**THE PROBLEM:** Look through the data that follows and copy each line with the string "Lines".

----------------------------------------

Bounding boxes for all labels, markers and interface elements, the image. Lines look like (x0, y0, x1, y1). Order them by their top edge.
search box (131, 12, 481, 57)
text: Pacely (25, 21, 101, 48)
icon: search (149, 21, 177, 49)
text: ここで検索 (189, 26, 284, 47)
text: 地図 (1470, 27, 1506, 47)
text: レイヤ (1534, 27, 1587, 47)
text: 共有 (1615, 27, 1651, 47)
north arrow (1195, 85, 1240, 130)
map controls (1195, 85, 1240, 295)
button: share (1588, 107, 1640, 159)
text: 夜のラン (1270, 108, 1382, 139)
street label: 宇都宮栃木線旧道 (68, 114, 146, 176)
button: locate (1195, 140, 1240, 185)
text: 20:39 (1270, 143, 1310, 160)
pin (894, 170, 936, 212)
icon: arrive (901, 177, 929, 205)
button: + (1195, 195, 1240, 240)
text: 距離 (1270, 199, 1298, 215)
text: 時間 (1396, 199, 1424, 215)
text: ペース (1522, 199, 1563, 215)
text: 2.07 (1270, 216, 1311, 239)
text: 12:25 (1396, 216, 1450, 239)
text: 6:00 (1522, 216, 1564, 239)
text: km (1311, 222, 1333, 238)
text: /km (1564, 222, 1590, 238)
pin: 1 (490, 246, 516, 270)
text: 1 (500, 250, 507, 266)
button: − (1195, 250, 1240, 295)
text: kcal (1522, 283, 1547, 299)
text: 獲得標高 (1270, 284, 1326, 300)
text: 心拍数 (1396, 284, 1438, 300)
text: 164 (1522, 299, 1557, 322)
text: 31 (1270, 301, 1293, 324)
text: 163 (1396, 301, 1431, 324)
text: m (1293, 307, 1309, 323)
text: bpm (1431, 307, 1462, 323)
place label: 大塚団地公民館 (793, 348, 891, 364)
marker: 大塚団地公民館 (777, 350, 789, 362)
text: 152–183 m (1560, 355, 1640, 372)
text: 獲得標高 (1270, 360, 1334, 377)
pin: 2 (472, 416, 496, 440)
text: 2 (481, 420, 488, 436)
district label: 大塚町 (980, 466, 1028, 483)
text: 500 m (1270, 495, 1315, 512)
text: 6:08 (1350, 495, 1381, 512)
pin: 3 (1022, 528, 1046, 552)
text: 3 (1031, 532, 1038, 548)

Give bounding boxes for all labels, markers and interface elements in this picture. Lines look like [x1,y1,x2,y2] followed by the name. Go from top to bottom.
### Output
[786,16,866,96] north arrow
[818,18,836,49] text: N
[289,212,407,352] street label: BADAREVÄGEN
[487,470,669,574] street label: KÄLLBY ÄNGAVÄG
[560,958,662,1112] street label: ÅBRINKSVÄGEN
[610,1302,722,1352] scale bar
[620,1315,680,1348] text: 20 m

----------------------------------------

**ANSWER TO THIS TASK:**
Bounding boxes for all labels, markers and interface elements, the image. Lines look like (x0, y0, x1, y1). Order them by their top edge.
Give bounding boxes for all labels, markers and interface elements in this picture. Lines look like [x1,y1,x2,y2] followed by the name. Go from top to bottom.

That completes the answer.